A recent study (C Colombo et al. J Pediatr 2016; 177: 59-65) examined 20 patients with cystic fibrosis-associated liver disease (CFLD) who were receiving ursodeoxycholic acid (UDCA) for at least 2 years. Specifically, they wanted to focus on the extent of biotransformation of UDCA to its hepatotoxic metabolite, lithocholic acid. The possibility that long-term UDCA therapy could be detrimental was propelled by a primary sclerosing cholangitis study (K Lindor et al. Hepatology 2009; 50: 808) which indicated that high doses of UDCA resulted in worse outcomes despite better “liver function tests.”

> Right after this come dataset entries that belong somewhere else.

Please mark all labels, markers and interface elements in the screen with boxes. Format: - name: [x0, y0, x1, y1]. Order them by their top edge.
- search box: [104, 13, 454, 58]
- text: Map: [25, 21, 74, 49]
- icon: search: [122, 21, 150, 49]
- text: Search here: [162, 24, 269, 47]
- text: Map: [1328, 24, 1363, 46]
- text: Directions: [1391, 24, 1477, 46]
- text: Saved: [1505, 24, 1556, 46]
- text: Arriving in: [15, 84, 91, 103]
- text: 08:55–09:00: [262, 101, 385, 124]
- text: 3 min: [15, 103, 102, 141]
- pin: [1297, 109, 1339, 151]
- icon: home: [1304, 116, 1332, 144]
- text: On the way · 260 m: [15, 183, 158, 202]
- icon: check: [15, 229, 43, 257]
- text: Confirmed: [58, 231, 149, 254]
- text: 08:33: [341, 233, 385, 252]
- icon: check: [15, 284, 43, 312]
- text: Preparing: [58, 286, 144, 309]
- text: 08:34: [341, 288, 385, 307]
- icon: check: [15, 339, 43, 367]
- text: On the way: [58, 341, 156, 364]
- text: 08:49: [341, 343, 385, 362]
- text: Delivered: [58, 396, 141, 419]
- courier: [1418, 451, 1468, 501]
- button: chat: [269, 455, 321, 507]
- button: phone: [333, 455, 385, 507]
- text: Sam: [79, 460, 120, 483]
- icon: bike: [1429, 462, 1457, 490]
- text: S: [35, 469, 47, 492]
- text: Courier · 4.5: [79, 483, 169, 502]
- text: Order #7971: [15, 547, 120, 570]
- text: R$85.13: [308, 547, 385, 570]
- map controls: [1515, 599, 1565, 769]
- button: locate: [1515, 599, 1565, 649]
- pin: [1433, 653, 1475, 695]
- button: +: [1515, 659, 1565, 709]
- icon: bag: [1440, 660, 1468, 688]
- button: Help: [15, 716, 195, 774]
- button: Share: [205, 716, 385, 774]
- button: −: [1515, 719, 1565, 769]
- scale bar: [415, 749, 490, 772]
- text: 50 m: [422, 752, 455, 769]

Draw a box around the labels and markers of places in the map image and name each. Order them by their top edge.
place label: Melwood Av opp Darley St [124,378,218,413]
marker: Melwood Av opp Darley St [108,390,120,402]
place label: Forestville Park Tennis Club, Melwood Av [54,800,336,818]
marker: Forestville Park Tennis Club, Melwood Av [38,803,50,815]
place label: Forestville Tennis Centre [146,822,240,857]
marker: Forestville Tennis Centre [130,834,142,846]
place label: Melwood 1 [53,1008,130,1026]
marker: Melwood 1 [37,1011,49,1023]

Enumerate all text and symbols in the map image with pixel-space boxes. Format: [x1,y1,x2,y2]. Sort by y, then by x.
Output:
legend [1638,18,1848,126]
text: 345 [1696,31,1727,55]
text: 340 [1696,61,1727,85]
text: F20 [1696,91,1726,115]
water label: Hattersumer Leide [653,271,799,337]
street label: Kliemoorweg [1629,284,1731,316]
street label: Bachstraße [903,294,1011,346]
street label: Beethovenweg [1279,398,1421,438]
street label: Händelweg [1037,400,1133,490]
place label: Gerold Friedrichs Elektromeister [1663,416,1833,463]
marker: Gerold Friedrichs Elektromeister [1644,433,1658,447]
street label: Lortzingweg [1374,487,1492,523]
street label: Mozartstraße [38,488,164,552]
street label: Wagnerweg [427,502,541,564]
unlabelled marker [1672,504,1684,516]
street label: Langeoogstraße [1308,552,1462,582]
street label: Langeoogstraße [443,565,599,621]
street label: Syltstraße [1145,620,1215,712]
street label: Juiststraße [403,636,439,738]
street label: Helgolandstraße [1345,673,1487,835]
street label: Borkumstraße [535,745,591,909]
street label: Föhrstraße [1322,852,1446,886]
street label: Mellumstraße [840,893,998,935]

Dosing of UDCA: 20 mg/kg/day
Key findings: UDCA became the predominant serum bile acid; 2 hours after UDCA administration, “both UDA and chenodeoxycholic acid significantly increase (P< .01), but no significant changes in serum lithocholic acid concentrations were observed.”
What does this study prove?
Well, not very much. There are other potential mechanisms for UDCA toxicity and as the editorial notes, “we still lack the necessary endpoints in CF liver disease with which to assess the efficacy of UDCA or any therapy that is on the horizon.”
My take: Because our surrogate markers are unreliable for CFLD, there really is no way to know with certainty whether UDCA therapy is beneficial.